It’s almost Halloween, that one special night of the year where kids dress up as everything from princesses to superheroes and go door-to-door for candy.

This year, though, one night might be two. Oct. 31 falls on a Sunday and in Utah, where many communities are predominately made up of members of The Church of Jesus Christ of Latter-day Saints, families will have to decide if trick-or-treating on Sunday is breaking the sabbath or if they should just trick-or-treat a day earlier.

In a recent survey, The Salt Lake Tribune asked readers what day they plan to trick-or-treat and why. It garnered over 100 responses and highlighted a variety of opinions.

For some, Halloween should only be celebrated on Oct. 31. Others expressed concern about Sunday being a school night. Still others said that they’re open to either night and families should do what’s best for them.

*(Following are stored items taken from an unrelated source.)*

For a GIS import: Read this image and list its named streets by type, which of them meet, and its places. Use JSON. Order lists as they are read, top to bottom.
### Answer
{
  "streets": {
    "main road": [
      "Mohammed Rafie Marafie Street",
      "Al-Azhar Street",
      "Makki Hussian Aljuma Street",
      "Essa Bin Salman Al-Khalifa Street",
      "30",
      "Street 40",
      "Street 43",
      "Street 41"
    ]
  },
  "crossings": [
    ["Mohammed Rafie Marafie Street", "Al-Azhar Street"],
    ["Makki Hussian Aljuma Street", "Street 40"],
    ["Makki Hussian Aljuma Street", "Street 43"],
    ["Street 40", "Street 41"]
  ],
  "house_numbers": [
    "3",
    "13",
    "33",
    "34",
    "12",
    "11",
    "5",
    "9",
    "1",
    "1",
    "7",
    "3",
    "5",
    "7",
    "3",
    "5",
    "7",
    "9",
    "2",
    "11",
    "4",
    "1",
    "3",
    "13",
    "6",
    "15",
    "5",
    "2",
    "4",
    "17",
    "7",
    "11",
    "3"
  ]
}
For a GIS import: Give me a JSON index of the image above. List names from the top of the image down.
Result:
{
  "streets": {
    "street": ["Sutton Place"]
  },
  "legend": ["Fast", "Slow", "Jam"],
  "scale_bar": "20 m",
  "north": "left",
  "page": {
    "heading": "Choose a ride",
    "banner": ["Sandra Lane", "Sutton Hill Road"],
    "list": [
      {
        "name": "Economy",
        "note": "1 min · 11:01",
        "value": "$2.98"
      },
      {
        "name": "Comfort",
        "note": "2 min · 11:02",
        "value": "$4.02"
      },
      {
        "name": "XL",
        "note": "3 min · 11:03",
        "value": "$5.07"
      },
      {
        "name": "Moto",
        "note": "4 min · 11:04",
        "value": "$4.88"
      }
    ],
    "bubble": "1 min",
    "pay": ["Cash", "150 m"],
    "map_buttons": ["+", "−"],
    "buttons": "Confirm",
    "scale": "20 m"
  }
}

Here’s a closer look at what survey respondents said about when and how they’re celebrating Halloween:

One school of thought: Halloween is Oct. 31 only

Makayla Benjamin of West Valley wrote that she’s a navy brat and in all the other places she’s lived, she’s never before heard of moving Halloween just because it’s on a Sunday.

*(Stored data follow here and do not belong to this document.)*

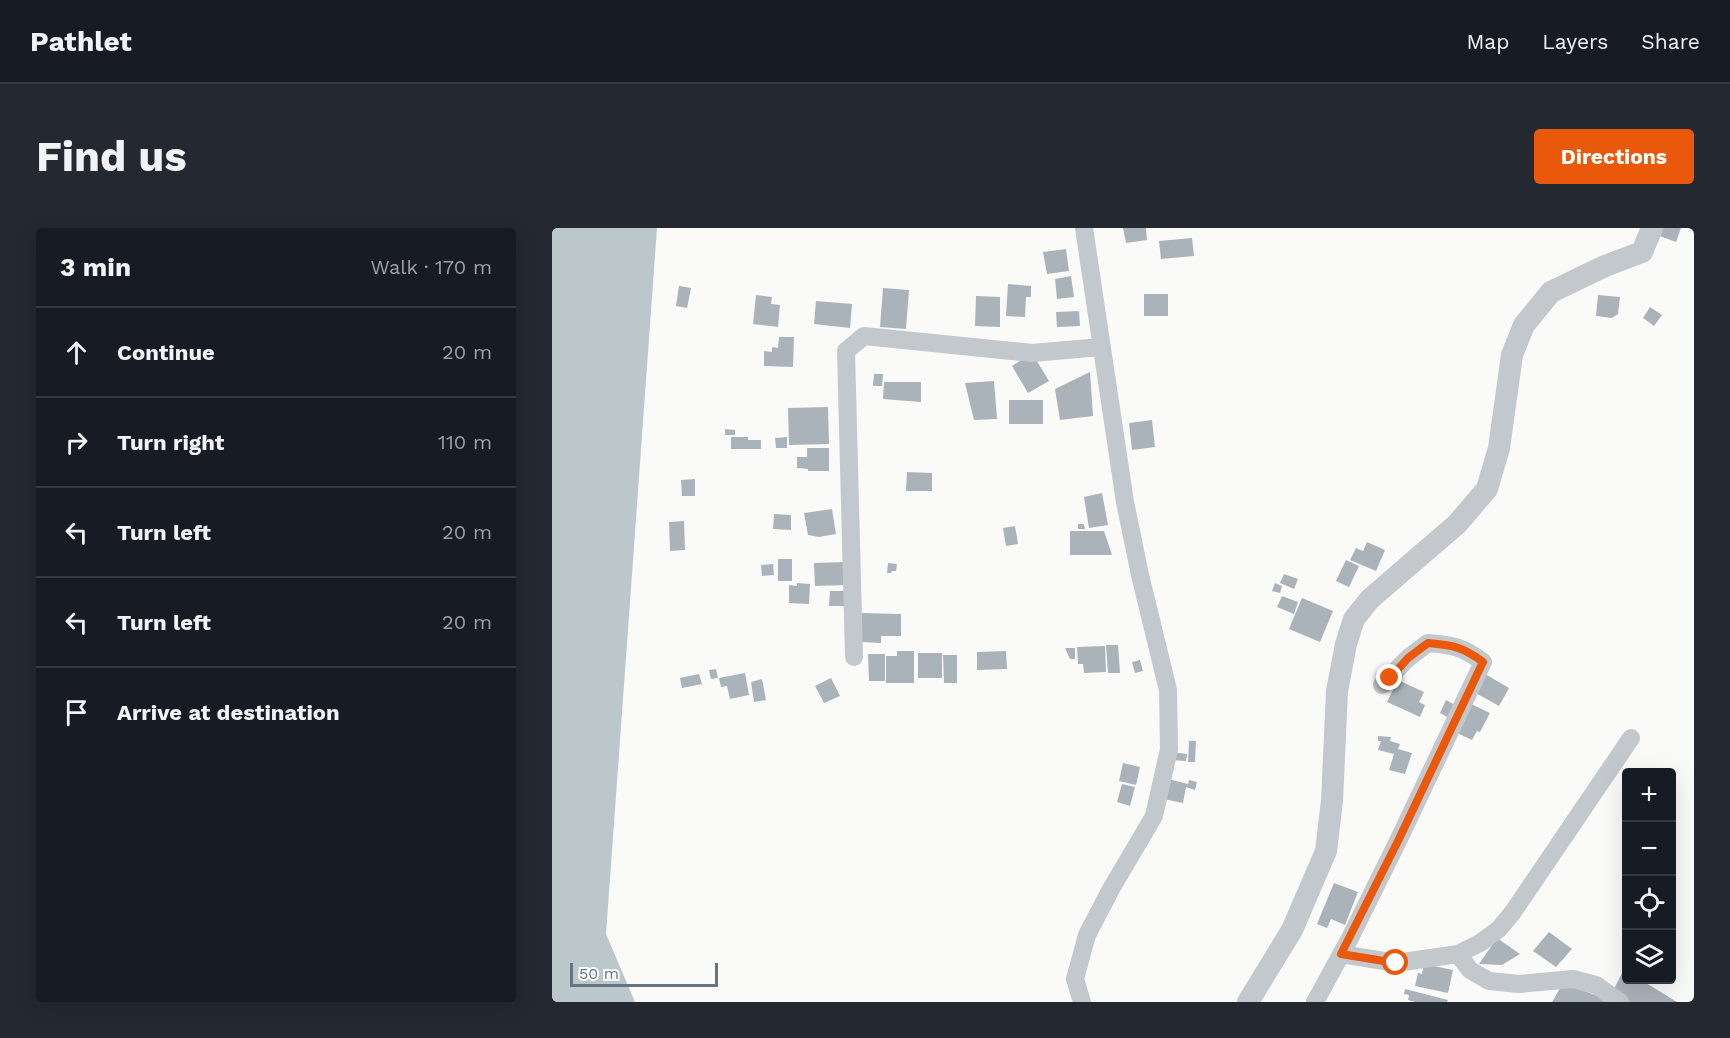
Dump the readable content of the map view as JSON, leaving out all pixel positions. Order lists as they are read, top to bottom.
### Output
{
  "scale_bar": "50 m",
  "page": {
    "header": "Pathlet",
    "nav": ["Map", "Layers", "Share"],
    "buttons": "Directions",
    "title": "Find us",
    "heading": ["3 min", "Walk · 170 m"],
    "list": [
      ["Continue", "20 m"],
      ["Turn right", "110 m"],
      ["Turn left", "20 m"],
      ["Turn left", "20 m"],
      "Arrive at destination"
    ],
    "map_buttons": ["+", "−"],
    "scale": "50 m"
  }
}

She plans on giving out candy only on Oct. 31 for this reason.

“[This is] ridiculous,” she said. “It’s causing more confusion than there needs to be.”

Cottonwood Heights resident Trish Kapos added that she would prefer to keep the holiday on its designated date, but she’s “resigned to the fact that there’s no Halloween on Sunday in Utah.”

However, she plans on handing out candy on both nights “just in case someone doesn’t understand the local culture.”

Christine Green, a Draper resident, said she’d also prefer to take her kids trick-or-treating on Sunday, but she’s not going to argue with them if they want to be out with the other kids on Saturday night.

She plans on handing out candy on both nights because she doesn’t want any child to be disappointed.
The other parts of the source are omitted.